A wide-angle upper mantle reflector in SW Iberia: Some constraints on its nature

Deep and fast wide-angle reflection arrivals observed at offsets over 180 km, and over a reduced time interval of 1–1.5 s, have been observed in a seismic experiment shot across SW Iberia as part of the IBERSEIS project. Using different modelling approaches, these reflections have been found to be consistent with a heterogeneous gradient zone located at 61–72 km depth that features an absolute P-wave velocity contrast from 8.2 to 8.3 km/s. Paradoxically, this interface has not been observed in coincident vertical incidence data, probably due to the change in the reflection coefficient with decreasing incidence angles, the lack of energy at high recording times for the near-vertical (vibroseis) data, and/or the different location of the CDPs in both experiments.

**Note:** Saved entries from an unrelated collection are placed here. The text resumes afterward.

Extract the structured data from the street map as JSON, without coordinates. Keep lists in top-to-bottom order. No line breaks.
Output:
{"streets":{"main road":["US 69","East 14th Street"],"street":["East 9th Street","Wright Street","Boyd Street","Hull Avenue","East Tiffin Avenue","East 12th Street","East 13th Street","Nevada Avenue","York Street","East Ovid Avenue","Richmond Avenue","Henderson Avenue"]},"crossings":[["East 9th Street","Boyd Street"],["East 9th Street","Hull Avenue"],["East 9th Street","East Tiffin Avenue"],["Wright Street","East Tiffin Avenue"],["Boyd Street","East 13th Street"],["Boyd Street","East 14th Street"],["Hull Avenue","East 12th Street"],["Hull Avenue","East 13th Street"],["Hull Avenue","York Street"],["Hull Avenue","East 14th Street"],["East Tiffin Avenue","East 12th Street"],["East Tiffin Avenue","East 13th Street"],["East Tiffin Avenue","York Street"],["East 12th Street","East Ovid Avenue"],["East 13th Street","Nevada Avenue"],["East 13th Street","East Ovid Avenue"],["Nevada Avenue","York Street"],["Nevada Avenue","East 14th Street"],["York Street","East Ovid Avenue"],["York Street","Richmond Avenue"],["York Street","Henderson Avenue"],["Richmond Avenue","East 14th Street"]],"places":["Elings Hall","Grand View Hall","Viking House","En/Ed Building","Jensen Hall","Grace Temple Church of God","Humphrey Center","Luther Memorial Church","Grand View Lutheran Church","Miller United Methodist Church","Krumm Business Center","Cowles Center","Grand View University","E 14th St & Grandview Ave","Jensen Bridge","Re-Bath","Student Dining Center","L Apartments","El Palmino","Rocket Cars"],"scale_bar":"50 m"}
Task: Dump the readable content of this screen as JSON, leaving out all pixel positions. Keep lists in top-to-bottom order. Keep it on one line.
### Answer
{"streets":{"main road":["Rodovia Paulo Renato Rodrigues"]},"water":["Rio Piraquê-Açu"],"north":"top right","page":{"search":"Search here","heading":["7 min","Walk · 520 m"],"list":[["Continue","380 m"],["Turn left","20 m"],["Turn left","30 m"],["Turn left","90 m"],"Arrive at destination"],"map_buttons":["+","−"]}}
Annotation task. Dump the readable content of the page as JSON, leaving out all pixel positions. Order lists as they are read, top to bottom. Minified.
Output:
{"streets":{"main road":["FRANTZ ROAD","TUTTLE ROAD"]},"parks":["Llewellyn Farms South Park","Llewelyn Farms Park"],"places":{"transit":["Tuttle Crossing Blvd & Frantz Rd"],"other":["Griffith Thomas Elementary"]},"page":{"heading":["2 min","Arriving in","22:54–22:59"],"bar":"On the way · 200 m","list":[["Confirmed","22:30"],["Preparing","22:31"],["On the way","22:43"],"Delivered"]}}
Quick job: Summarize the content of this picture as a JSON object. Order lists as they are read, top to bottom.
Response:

Although the mantle is acknowledged to be highly heterogeneous and mantle lithologies are capable of giving impedance contrasts high enough as to be observed in seismic data, it is often seen as transparent from a seismic point of view. The short wavelength of mantle compositional heterogeneities is probably what hinders their identification with active source seismic data and only big and sharp discontinuities are imaged in vertical incidence experiments whereas regional transitional boundaries may be also observed at high incidence angles. Accordingly, we propose that deep reflectivity observed in SW Iberia must correspond to a regional–continental scale feature, not sharp enough as to be seen with vertical incidence energy. This feature, already identified in previous DSS experiments carried out in Iberia, has a depth, a P-wave velocity contrast and a transitional nature that match the characteristics proposed for the spinel-lherzolite to garnet-lherzolite phase transition, i.e. the Hales interface or gradient zone. This boundary is relatively narrow (at least 2–3 kb) in enriched mantle and appears deeper and along wider intervals when the mantle is depleted. In addition, it is a worldwide scale boundary already identified over large areas with different types of datasets. The variability in depth and sharpness of this interface, which is related to mantle chemistry, constrains the type of seismic techniques that should be used to identify it.